→ **YOUR OBJECTIVE**
Line by line, please look for the word "image" in the following records, then copy each line you find it in.

[Collected data]
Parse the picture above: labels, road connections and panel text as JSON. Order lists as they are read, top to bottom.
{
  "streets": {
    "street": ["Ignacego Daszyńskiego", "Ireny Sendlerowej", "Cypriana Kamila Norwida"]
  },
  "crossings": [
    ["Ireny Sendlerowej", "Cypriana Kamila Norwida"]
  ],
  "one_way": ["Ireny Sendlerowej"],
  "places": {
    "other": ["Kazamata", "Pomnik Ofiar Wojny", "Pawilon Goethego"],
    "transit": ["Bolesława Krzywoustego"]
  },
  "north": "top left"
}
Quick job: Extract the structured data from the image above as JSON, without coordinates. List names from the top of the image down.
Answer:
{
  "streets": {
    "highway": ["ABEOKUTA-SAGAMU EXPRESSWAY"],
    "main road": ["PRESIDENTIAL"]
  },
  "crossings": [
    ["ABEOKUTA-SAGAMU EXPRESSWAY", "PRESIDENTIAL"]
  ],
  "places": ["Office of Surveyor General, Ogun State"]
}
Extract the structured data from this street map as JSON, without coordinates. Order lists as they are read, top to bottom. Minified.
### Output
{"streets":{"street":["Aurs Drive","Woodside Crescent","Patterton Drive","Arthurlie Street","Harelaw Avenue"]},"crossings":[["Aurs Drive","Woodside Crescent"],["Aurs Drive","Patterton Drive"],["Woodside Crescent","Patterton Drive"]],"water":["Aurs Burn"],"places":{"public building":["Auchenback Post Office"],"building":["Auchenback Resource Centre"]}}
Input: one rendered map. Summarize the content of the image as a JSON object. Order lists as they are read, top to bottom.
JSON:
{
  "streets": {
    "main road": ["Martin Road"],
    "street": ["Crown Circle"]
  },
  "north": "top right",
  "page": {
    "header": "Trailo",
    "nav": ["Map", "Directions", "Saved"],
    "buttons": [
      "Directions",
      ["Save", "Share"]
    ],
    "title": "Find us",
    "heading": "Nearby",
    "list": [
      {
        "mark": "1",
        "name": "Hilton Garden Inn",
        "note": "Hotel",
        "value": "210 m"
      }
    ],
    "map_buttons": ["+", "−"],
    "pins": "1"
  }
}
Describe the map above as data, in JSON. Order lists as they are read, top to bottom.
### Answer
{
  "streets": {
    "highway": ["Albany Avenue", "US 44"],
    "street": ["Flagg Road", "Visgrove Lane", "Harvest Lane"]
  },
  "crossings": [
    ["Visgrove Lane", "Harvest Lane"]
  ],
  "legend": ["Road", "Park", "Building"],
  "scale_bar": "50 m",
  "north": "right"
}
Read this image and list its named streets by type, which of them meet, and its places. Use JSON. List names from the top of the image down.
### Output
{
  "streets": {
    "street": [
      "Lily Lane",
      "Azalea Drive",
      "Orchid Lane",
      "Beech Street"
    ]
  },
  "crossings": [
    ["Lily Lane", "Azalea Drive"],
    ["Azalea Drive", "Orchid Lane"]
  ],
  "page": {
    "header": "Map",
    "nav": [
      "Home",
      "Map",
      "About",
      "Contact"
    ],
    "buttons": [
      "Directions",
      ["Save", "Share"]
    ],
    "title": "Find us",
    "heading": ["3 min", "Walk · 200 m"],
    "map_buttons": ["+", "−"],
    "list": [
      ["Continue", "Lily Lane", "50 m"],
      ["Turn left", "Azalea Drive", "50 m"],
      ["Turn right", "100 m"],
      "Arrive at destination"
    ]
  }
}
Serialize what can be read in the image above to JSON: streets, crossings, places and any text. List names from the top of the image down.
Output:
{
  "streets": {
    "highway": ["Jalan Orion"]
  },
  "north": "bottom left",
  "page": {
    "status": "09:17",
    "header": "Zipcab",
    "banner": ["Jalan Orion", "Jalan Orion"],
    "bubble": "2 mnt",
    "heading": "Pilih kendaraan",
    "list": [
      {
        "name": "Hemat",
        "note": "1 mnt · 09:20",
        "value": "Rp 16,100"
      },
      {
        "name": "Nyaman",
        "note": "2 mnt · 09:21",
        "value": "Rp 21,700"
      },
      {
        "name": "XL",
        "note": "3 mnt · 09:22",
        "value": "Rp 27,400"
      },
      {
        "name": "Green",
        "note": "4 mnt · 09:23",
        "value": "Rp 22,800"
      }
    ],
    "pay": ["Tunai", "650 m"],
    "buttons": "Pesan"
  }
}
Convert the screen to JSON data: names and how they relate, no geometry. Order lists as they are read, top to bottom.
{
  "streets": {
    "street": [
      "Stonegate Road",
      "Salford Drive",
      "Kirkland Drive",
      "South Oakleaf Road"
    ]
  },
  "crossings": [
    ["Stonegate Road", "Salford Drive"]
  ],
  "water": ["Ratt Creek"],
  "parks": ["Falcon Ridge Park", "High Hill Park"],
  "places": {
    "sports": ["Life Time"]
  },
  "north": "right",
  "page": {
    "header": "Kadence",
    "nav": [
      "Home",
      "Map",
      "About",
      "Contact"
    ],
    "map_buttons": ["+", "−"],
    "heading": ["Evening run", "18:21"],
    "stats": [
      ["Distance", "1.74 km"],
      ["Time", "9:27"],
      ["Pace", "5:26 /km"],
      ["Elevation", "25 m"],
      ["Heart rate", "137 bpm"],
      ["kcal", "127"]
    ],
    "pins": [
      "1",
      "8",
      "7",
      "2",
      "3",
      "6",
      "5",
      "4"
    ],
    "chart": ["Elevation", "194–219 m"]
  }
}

→ **TASK ANSWER**
Quick job: Extract the structured data from the image above as JSON, without coordinates. List names from the top of the image down.
Input: one rendered map. Summarize the content of the image as a JSON object. Order lists as they are read, top to bottom.
Read this image and list its named streets by type, which of them meet, and its places. Use JSON. List names from the top of the image down.
Serialize what can be read in the image above to JSON: streets, crossings, places and any text. List names from the top of the image down.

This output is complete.